Friday, March 16, 2012

I Discover Charlotte Perkins Gilman

The Yellow Wallpaper
The Yellow Wallpaper and other Stories
Charlotte Perkins Gilman

Wow. I am so, so, glad I picked up this slim little volume of short stories last week at Bluestockings. A sticker on the front said "$2.50 - What a Steal!," so I couldn't pass it up. And it certainly was a steal. The title story is an excellent piece of psychological horror, rating up there with The Turn of the Screw  and  The Lifted Veil.

The gist of "The Yellow Wallpaper" is that a young wife and mother is suffering from postpartum depression (or something similar), and is prescribed a period of quiet rest, free from intellectual pursuits, so that she may recover her nerves. Instead, the lack of stimulation helps her spiral further down into the depths of her illness. She becomes obsessed with the repugnant yellow wallpaper plastered in her sickroom.
     ...There is a recurrent spot where the pattern lolls like a broken neck and two bulbous eyes stare at you upside down.
     I get positively angry with the impertinence of it and the everlastingness. Up and down and sideways they crawl, and those absurd, unblinking eyes are everywhere. There is one place where two breadths didn't match, and the eyes go all up and down the line, one a little higher than the other.
It is excellent, as are the other stories (which sometimes read as parables) in the collection. "The Yellow Wallpaper" is probably the least directly preachy, but Gilman still gets her message across loud and clear. Honestly, though, even when she's at her most instructive feminist self, I remained in awe at the pure radicalness of her ideas. Talk about ahead of her time - she's ahead of where we are in the United States today.

I'm interested in learning more about Gilman. She wrote an autobiography, The Living of Charlotte Perkins Gilman. There are at least two biographies of her life: To Herland and Beyond: The Life of Charlotte Perkins Gilman, by Ann J. Lane, and Charlotte Perkins Gilman: The Making of a Radical Feminist, by  Mary A. Hill. Unfortunately, her wikipedia page shows that for all her awesome radical views on gender, she held some seriously problematic beliefs regarding race/ethnicity (why, 18th century feminists were you so full of fail when it came to intersectionality?)

4 comments:

Anonymous said...

Glad you found and liked Yellow Wallpaper. It is a favorite of mine and a real classic. See Helen Horowitz, Wild Unrest, for a quick intro to her life and the ways YW is and isn't autobiographical. The bios you mention are excellent. CG's fiction tends to be pedantic, but fun if you are in the right mood. Yes, she is very, very limited on race and class, a creature of her generation's "best" thinking on them. I especially like her Women and Economics, a critque of women's dependence on men. Enjoy moe of her.

MJ said...

Thanks for the feedback! Do you have a recommendation on which bio is preferable? I can't imagine that I'd read both, at least not within a reasonable time of each other.

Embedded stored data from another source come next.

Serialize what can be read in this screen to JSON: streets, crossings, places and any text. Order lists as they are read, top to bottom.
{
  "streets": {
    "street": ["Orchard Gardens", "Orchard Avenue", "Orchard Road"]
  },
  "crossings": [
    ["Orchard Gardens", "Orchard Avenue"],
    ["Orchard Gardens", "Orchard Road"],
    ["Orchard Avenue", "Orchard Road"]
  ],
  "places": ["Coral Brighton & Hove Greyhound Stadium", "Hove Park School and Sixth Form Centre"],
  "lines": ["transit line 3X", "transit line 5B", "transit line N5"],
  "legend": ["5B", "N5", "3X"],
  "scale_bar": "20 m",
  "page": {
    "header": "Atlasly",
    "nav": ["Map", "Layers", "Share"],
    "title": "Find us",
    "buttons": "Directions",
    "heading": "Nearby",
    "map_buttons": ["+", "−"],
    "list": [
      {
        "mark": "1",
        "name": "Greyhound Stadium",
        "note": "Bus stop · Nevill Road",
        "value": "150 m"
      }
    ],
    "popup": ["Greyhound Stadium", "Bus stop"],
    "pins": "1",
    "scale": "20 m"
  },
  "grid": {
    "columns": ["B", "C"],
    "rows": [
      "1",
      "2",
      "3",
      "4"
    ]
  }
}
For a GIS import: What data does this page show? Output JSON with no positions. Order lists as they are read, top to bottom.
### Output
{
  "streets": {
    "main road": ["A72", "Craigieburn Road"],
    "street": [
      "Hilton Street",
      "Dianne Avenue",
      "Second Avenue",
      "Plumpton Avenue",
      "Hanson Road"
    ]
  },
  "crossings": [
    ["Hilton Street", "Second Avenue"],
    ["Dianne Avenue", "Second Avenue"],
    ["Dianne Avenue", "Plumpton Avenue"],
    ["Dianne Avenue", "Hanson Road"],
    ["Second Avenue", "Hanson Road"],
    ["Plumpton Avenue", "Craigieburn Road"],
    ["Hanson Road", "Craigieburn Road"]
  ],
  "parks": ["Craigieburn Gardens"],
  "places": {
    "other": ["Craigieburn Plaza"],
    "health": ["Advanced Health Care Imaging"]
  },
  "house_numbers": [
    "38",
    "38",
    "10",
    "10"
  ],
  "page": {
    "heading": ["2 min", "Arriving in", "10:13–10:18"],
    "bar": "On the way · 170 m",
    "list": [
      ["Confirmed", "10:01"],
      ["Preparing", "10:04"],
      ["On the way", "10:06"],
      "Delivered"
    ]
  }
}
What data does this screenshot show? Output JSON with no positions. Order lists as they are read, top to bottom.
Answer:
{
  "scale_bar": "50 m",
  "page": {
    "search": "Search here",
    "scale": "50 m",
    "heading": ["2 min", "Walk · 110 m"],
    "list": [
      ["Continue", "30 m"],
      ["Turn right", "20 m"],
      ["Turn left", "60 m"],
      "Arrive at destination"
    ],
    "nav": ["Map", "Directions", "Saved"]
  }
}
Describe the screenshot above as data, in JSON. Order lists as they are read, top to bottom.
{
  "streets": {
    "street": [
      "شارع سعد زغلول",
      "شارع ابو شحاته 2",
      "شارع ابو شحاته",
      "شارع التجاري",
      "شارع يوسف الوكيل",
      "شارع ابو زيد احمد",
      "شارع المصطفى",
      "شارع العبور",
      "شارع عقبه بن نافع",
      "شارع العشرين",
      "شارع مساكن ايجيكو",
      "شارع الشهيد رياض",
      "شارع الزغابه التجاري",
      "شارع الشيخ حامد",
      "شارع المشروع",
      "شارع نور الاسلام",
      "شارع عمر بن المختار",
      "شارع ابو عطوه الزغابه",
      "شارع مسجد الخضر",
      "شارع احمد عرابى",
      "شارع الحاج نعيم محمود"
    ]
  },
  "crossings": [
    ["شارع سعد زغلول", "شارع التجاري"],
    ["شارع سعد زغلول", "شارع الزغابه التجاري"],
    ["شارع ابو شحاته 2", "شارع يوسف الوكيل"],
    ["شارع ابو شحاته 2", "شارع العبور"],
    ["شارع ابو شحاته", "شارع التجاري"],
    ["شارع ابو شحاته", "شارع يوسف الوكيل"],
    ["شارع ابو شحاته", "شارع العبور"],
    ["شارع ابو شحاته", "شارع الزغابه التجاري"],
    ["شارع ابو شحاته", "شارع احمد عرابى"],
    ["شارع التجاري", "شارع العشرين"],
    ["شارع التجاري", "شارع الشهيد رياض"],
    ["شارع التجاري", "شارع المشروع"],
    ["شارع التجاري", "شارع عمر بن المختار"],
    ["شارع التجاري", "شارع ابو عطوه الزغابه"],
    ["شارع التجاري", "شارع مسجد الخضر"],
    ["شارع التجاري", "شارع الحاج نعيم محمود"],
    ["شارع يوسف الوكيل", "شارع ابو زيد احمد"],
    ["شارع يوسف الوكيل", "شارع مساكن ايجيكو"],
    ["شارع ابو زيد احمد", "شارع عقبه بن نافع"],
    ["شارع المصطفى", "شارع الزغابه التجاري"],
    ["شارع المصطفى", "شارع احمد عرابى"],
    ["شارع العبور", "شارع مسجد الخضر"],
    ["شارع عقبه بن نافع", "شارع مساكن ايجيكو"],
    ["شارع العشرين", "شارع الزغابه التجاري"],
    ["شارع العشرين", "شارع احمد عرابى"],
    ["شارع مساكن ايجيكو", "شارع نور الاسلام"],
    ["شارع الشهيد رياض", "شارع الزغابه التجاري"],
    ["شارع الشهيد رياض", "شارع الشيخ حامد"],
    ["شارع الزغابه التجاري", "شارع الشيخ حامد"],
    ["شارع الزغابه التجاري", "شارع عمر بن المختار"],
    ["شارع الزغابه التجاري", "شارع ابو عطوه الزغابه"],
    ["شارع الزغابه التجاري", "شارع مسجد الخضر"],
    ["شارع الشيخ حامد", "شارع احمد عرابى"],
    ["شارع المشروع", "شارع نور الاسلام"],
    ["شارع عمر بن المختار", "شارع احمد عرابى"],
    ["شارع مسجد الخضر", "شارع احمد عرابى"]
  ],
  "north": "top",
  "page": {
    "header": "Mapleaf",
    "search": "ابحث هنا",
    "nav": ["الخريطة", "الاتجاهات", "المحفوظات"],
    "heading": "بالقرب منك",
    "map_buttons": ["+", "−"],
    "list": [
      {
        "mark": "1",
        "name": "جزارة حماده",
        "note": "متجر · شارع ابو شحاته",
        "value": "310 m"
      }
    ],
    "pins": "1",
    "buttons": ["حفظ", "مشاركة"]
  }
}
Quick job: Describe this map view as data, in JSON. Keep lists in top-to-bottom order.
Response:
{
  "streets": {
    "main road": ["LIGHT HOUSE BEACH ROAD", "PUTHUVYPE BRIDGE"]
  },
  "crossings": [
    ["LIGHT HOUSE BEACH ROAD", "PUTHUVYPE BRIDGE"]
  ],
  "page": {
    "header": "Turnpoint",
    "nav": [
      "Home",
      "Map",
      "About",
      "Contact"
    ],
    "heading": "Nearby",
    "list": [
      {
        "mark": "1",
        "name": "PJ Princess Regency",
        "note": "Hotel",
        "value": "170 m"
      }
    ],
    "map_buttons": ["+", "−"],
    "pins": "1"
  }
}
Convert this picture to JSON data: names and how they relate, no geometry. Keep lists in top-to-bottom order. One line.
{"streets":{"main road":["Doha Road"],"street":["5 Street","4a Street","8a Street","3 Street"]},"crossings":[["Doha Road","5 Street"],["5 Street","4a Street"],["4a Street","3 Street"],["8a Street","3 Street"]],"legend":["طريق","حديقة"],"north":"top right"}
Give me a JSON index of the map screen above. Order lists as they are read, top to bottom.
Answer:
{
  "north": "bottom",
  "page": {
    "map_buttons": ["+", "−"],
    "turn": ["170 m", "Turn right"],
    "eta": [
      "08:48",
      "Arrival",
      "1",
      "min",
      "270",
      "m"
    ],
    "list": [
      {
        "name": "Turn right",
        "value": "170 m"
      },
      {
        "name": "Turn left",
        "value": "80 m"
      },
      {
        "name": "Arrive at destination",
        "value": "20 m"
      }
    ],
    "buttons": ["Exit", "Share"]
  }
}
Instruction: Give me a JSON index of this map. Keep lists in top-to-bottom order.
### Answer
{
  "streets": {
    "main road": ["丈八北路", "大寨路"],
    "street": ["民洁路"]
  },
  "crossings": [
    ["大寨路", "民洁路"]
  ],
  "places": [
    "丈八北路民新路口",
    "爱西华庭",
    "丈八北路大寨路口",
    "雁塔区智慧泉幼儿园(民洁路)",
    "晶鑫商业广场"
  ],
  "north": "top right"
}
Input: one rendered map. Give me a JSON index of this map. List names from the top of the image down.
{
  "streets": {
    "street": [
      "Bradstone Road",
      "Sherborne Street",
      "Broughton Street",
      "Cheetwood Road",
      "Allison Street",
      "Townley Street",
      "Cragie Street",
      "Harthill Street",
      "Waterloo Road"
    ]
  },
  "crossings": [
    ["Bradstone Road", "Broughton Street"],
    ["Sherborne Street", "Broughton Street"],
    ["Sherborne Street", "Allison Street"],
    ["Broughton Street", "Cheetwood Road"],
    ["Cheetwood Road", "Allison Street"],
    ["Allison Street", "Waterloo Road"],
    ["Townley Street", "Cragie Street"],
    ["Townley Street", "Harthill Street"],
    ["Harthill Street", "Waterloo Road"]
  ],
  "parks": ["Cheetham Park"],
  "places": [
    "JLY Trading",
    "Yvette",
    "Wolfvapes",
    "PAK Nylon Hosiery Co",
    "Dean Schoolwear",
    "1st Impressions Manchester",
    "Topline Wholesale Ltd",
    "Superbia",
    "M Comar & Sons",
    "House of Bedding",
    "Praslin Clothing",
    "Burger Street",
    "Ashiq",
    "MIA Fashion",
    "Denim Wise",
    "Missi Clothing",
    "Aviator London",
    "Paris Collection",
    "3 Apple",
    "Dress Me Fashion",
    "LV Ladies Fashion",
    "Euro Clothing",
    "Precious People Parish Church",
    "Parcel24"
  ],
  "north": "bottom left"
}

I do realize that she was a product of her time, but I still get frustrated with that kind of thinking. She must have had some exposure to less racist viewpoints, especially considering her cousin was Harriet Beecher Stowe. Not that HBS was perfect, by any means.

Alyce said...

Oh my, that passage about the wallpaper reminded me strongly of a time when I spent days in bed sick, looking at a houndstooth pattern curtain. To this day there is no fashion design I hate more than houndstooth. I haven't heard of the author before, so I thank you for the introduction to her work.

Anonymous said...

I suggest Horowitz's little book, Wild Unrest. It does a good job of summarizing the main points in Gilman's life and thought and putting them in context.

Yes, I get very frustrated at Gilman's racism, too. Actually it was because she was well read in the new field of sociology that her racism is so bad. Harriet B. Stowe may have excited outrage over slavery, but I doubt she was any more open-minded about actual blacks. A few abolotionists really sought equality for blacks, but most were depressingly unwilling to be so radical.